Discussion in 'The Ammo & Reloading Forum' started by joncutt87, Apr 18, 2012.

  1. Brisk44

    Brisk44 New Member

    Mar 6, 2011
    How hard is casting???? well it depends on your equipment. Most people find a spincast reel easy to cast, with the spinning reel next hardest and the bait cast hardest of all. :D:D:D:D:D:D
  2. 76Highboy

    76Highboy Well-Known Member

    Jan 1, 2012

  3. Woodrow

    Woodrow New Member

    Apr 21, 2012
    A Hillbilly from So.East MO
    Great thread I intend to try casting my own 45 this winter
  4. mikld

    mikld Well-Known Member

    Jun 24, 2009
    Why are water cooling yer bullets? Not really necessary. If you want harder bullets for reduced leading there are better ways to eliminate leading. Bullet fit is key; match the bullets to your gun...
  5. res45

    res45 Member

    Sep 21, 2007
    I've been casting off and on for about 15 years,pretty much only shooting cast lead bullets in both rifle and pistols for the last five. Casting is like anything else it has a learning curve but once you know the basics and gain knowledge of safety,metals,velocity and pressure and how it affect cast bullets it becomes very enjoyable and cost effective.

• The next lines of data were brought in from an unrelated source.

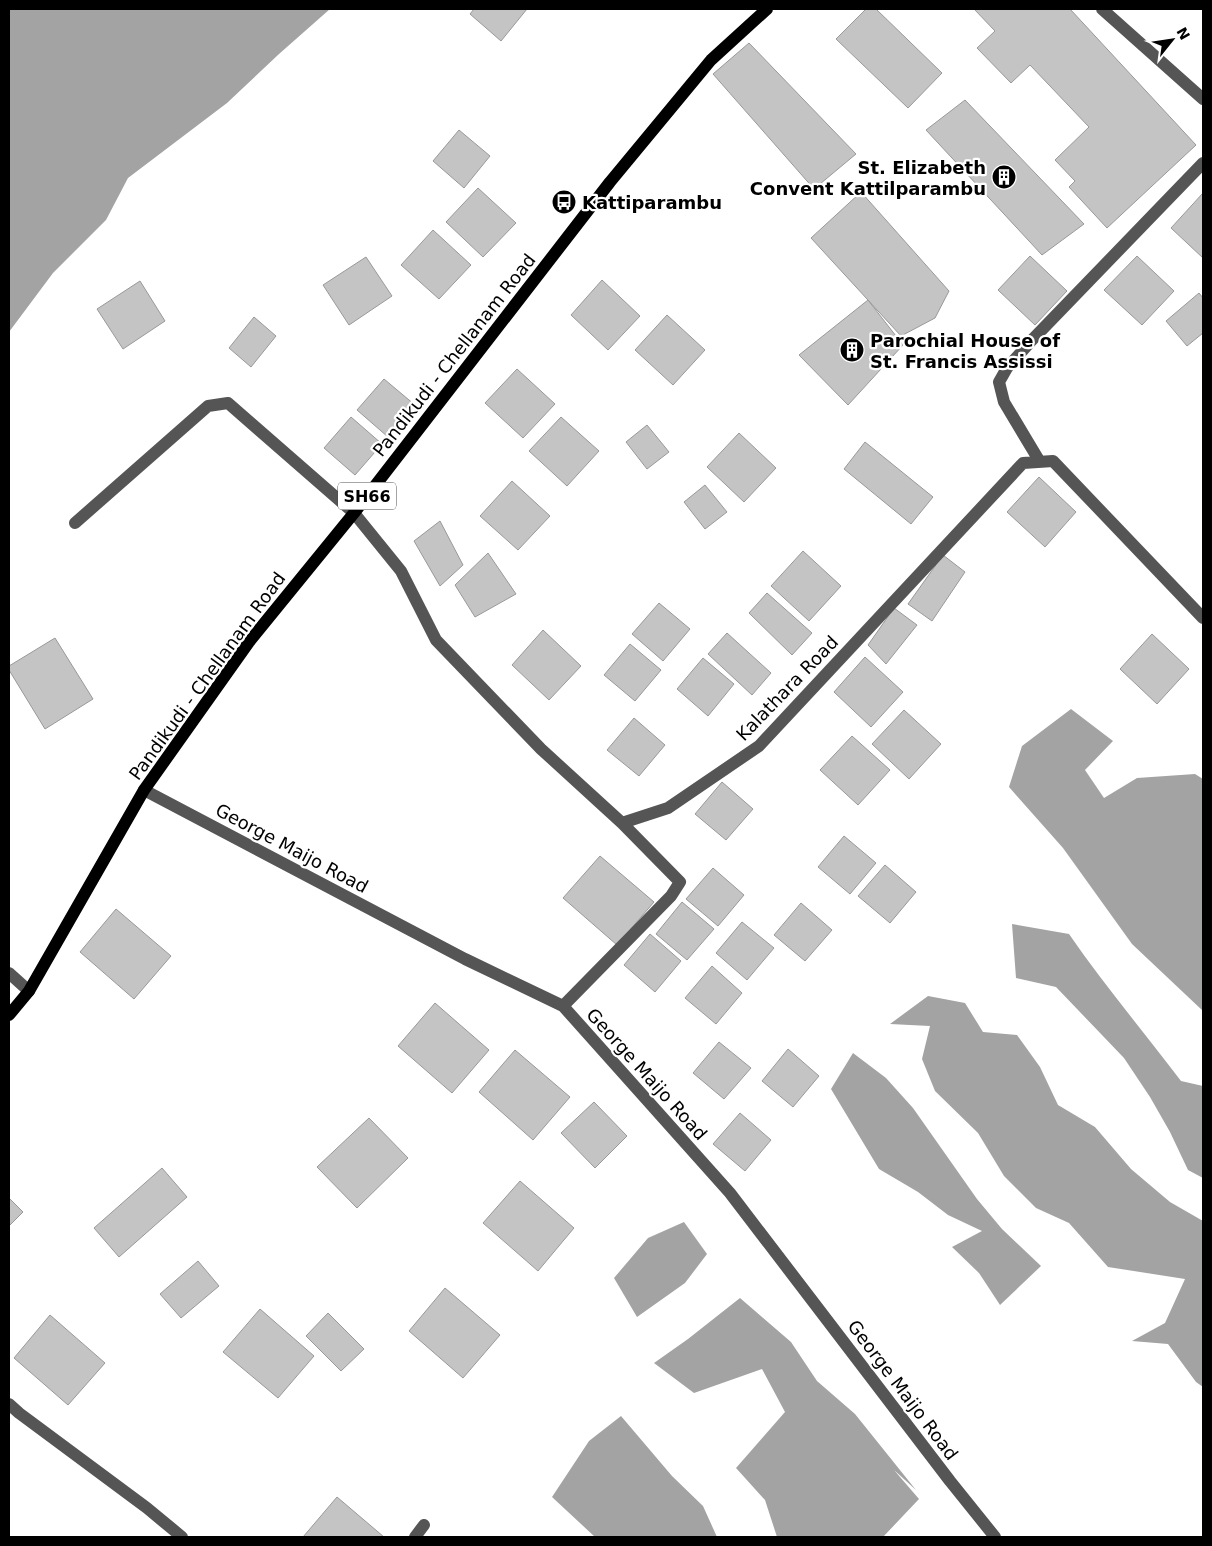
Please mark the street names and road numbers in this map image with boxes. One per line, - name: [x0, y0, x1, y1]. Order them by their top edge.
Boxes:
- street label: Pandikudi - Chellanam Road: [368, 249, 540, 461]
- road number: SH66: [338, 482, 396, 510]
- street label: Pandikudi - Chellanam Road: [125, 568, 289, 784]
- street label: Kalathara Road: [732, 631, 842, 745]
- street label: George Maijo Road: [212, 799, 372, 897]
- street label: George Maijo Road: [582, 1004, 712, 1144]
- street label: George Maijo Road: [844, 1316, 962, 1464]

    Casting is like any other hobby you can go all out with equipment or you can keep it simple and on a low budget. I cast bullets with several Lee tumble lube molds,in most cases no sizing is necessary you simply cast,lube with Alox,load and shoot. I do all my sizing when necessary with Lee push through sizers they will also apply gas checks if there called for.

    I also have several Lee,Lyman Ideal and NOE molds that have the traditional lube grooves as seen on most commercial cast bullets. For these type bullet I use either Alox tumble lube or I pan lube the bullet it just depends on the velocity and pressure I want to push the bullet at,that also determines if I want to apply the gas check or not.

    Basically all my bullets are free with the exception of the ones I apply gas check to,those cost me about 2.5 cents each and I only use gas check for special purpose ammo such as soft alloy HP's or high velocity rifle rds. mainly for hunting purposes.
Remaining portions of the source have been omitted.